» WHAT IS REQUIRED
Look through the records, and wherever the string "lines" turns up, copy out that line.

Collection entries
•••••
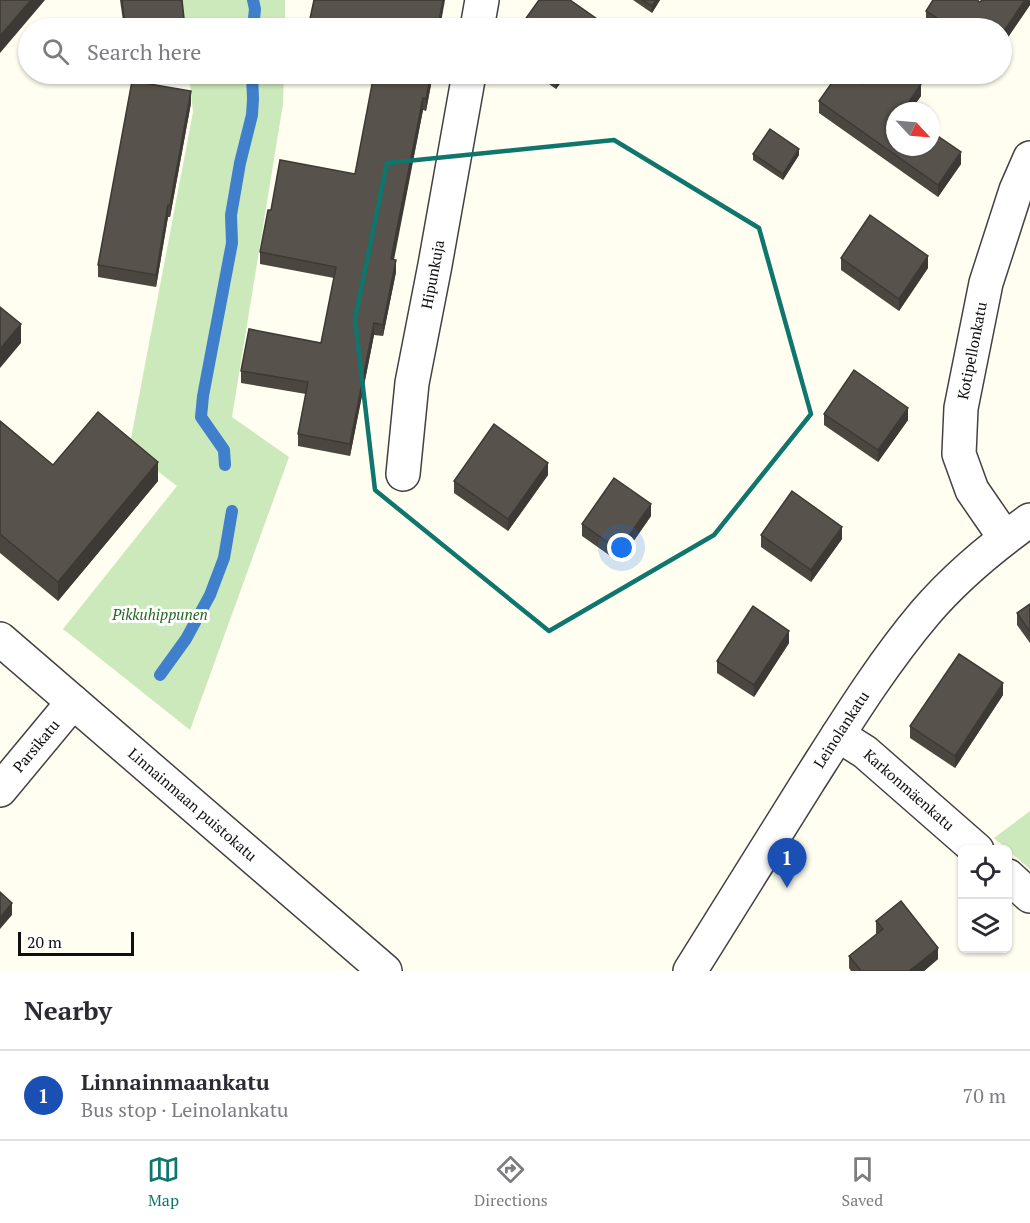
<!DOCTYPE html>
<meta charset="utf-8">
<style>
:root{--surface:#fff;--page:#f2f2f3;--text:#2b2b33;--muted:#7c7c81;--line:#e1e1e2;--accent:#0f766e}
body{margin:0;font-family:"PT Serif",serif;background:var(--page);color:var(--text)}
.controls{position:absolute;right:18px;bottom:18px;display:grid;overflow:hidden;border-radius:9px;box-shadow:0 2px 4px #0004}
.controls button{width:54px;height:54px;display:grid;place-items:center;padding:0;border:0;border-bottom:2px solid var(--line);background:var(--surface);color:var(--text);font:30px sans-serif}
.compass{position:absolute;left:886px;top:102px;width:54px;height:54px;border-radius:50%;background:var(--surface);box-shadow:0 2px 4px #0004;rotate:116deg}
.scale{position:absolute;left:18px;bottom:15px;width:116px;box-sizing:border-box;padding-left:6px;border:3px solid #0f0f0f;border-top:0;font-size:16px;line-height:21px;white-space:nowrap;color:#0f0f0f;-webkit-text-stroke:4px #fff;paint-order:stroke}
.you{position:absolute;left:622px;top:548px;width:21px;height:21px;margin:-15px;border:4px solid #fff;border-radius:50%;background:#1a73e8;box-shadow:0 0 0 9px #1a73e833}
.badge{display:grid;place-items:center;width:39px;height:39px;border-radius:50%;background:var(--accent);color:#fff;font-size:20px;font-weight:700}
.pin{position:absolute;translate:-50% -50px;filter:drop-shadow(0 2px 3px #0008)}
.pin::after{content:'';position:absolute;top:32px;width:21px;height:18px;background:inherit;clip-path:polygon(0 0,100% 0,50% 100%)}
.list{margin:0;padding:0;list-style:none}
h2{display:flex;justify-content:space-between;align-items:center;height:78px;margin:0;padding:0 24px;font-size:26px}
h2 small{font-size:20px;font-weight:400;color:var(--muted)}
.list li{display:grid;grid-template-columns:39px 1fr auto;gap:18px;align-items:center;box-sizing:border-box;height:90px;padding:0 24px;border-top:2px solid var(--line)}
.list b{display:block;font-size:22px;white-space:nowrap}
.list p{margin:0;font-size:20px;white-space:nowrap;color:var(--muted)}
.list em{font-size:20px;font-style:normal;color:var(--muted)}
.icon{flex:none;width:33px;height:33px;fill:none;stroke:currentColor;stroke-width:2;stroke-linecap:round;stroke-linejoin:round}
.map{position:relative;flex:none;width:1030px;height:971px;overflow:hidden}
.search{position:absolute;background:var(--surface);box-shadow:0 2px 4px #0004;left:18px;right:18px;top:18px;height:66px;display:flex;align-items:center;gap:15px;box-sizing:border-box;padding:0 21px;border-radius:33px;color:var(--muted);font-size:22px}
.sheet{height:168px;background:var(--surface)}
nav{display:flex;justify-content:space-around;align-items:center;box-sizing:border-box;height:84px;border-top:2px solid var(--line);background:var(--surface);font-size:16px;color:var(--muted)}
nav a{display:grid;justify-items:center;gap:3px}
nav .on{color:var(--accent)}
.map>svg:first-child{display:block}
.green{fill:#cce9bb}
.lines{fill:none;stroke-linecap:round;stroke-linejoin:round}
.stream{stroke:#3f7fcb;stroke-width:12}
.minor-casing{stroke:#424242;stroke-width:36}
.tertiary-casing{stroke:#424242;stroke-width:36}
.minor{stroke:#fff;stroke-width:33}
.tertiary{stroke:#fff;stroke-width:33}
.wall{fill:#4b4740}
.shaded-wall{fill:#3d3934}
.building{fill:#57524b;stroke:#3d3934;stroke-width:1.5}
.marked{fill:none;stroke:#0f766e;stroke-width:4.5;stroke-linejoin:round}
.labels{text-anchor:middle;stroke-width:6;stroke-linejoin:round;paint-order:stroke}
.street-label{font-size:15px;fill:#0f0f0f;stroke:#fff}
.park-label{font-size:15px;font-style:italic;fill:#246620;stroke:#fff}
</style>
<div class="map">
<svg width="1030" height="971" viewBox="0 0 1030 971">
<rect width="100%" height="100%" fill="#fffef1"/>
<g class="green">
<polygon points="182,0 285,0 285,28 185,28"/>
<polygon points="189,74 284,74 283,104 232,417 289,457 190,730 63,629 177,486 129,449 193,112"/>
<polygon points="1030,811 1030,869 994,838"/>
</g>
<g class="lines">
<g class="stream">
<polyline points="253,28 255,9 253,0"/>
<polyline points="225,465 224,450 201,417 203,396 232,243 231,215 240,163 252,115 253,99 252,74"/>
<polyline points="160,675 186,639 210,595 224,558 232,511"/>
</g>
<defs>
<g id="minor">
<polyline points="477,28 482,0"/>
<path id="s1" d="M403,474L412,383L435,265L469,74"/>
<path id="s2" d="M1005,538L972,490L959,454L961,408L986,283L1016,190L1030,158"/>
<path id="s3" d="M838,735L865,752L977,850"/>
<path id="s4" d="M0,790L73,702"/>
<polyline points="1008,876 1030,896"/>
</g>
<g id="tertiary">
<path id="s5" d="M0,639L385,971"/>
<path id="s6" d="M690,971C730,908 769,845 808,782C845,724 881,665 925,613C955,578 992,547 1030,520"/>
</g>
</defs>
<use href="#minor" class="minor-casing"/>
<use href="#tertiary" class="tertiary-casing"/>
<use href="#minor" class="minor"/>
<use href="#tertiary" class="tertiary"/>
</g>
<g class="wall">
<polygon points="120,0 182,0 185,28 124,28"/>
<polygon points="633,0 660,0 652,13"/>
<polygon points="1030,0 1030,5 1002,46 1002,28 935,28 926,22 926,11 980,2"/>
<polygon points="374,74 433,74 426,111 423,110 394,260 396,272 383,336 374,335 350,456 298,446 298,434 306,394 241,383 241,371 321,343 334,278 260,264 260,252 271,210 355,174"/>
<polygon points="535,74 567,74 556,89"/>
<polygon points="862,84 921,96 911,110 936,135 961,164 938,197 819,113 819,101"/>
<polygon points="191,103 170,217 168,217 156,287 98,277 98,265"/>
<polygon points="753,154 799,155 783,180 753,160"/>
<polygon points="841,258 928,268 899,311 841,270"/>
<polygon points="824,414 908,420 878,462 824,425"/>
<polygon points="0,421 53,465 158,481 58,601 0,553"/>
<polygon points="548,475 508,531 454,493 454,481"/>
<polygon points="651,516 619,562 582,536 582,524"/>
<polygon points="761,535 842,539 811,582 761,547"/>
<polygon points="1030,604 1030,643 1017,625 1017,613"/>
<polygon points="789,643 754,697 717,673 717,661"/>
<polygon points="1003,695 955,768 910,738 910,726"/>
<polygon points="876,921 938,959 924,971 851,971 849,968 849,956 877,934 876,933"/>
</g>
<g class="shaded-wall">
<polygon points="31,0 45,0 0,53 0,36"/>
<polygon points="443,0 445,0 440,28 438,28"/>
<polygon points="656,0 660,0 652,13 652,6"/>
<polygon points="1025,0 1030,0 1030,5 1002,46 1002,34"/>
<polygon points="597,19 597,28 590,28"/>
<polygon points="431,74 433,74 426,111 426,99"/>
<polygon points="559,74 567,74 556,89 556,77"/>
<polygon points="921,84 921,96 910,111 906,106"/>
<polygon points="191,91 191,103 170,217 170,205"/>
<polygon points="423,98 423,110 391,271 391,259"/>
<polygon points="936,126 936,138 932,132"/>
<polygon points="799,149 799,155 783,180 783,174"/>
<polygon points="961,152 961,164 938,197 938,185"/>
<polygon points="168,205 168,217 156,287 156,275"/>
<polygon points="928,256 928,268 899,311 899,299"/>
<polygon points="396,260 396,272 383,336 383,325"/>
<polygon points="374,323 374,335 350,456 350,444"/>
<polygon points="21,324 21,343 0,368 0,349"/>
<polygon points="908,408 908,420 878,462 878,450"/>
<polygon points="158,462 158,481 58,601 58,582"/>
<polygon points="548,463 548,475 508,531 508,519"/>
<polygon points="651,504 651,516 619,562 619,550"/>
<polygon points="842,527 842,539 811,582 811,570"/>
<polygon points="789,631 789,643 754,697 754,685"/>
<polygon points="1003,683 1003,695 955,768 955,756"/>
<polygon points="12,903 12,915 0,929 0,918"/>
<polygon points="938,948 938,959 924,971 909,971"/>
</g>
<g class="building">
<polygon points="0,0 31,0 0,36"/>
<polygon points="122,0 182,0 185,28 125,28"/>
<polygon points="314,0 443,0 438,25 439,25 439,28 308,28"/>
<polygon points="539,0 570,0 597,19 590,28 519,28"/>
<polygon points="642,0 656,0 652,6"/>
<polygon points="933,0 977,0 980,2 982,0 1025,0 1002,34 1002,28 952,28 926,11"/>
<polygon points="374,74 431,74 426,99 423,98 391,259 396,260 383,325 374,323 350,444 298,434 308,382 241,371 249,329 321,343 336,267 260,252 268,210 271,210 280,160 355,174"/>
<polygon points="552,74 559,74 556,77"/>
<polygon points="838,74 848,74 862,84 869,74 906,74 921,84 906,106 913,111 895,111 895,147 931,147 931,123 936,126 932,132 961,152 938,185 819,101"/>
<polygon points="132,81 191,91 170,205 168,205 156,275 98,265"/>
<polygon points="770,129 799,149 783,174 753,154"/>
<polygon points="870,215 928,256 899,299 841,258"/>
<polygon points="0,307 21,324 0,349"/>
<polygon points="854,370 908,408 878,450 824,414"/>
<polygon points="98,412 158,462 58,582 0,534 0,421 53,465"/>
<polygon points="494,424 548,463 508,519 454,481"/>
<polygon points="614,478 651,504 619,550 582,524"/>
<polygon points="792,491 842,527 811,570 761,535"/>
<polygon points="1030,604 1030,632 1017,613"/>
<polygon points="753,606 789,631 754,685 717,661"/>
<polygon points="959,654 1003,683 955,756 910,726"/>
<polygon points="0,892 12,903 0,918"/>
<polygon points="901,901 938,948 909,971 861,971 849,956 883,929 876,921"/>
</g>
<path class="marked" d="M614,140L759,228L811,414L714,535L549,631L375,490L355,319L387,163Z"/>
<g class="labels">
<g class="street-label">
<text dy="5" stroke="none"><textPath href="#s1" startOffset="202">Hipunkuja</textPath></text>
<text dy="5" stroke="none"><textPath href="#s2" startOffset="201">Kotipellonkatu</textPath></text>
<text dy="5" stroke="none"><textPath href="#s6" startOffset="285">Leinolankatu</textPath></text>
<text dy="5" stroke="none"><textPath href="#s4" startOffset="57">Parsikatu</textPath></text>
<text dy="5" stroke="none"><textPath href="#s3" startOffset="90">Karkonmäenkatu</textPath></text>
<text dy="5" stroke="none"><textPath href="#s5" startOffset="254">Linnainmaan puistokatu</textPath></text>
</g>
<g class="park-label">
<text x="160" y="620">Pikkuhippunen</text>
</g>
</g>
</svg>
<div class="controls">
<button><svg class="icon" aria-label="locate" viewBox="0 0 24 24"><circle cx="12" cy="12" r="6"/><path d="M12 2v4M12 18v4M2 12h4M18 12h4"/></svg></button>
<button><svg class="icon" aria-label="layers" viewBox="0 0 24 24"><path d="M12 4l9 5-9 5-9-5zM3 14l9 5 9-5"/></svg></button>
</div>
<svg class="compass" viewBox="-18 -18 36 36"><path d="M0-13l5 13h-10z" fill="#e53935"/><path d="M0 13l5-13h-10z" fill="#7c7c81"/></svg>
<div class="scale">20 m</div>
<div class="you"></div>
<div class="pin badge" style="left:787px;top:888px;background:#1a4fb4">1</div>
<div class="search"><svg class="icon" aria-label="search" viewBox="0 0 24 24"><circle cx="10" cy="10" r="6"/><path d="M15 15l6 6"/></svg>Search here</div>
</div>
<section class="sheet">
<h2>Nearby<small></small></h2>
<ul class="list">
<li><span class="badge" style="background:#1a4fb4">1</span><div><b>Linnainmaankatu</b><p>Bus stop · Leinolankatu</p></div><em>70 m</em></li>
</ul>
</section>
<nav>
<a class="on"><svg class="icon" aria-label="map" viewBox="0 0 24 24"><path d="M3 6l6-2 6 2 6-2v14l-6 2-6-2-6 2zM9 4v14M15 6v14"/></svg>Map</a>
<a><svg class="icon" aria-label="directions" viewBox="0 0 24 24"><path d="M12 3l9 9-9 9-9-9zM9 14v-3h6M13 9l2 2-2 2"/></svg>Directions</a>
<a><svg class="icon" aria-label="saved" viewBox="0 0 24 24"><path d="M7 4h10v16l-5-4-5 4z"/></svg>Saved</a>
</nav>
•••••
» PROBLEM SOLUTION
.lines{fill:none;stroke-linecap:round;stroke-linejoin:round}
<g class="lines">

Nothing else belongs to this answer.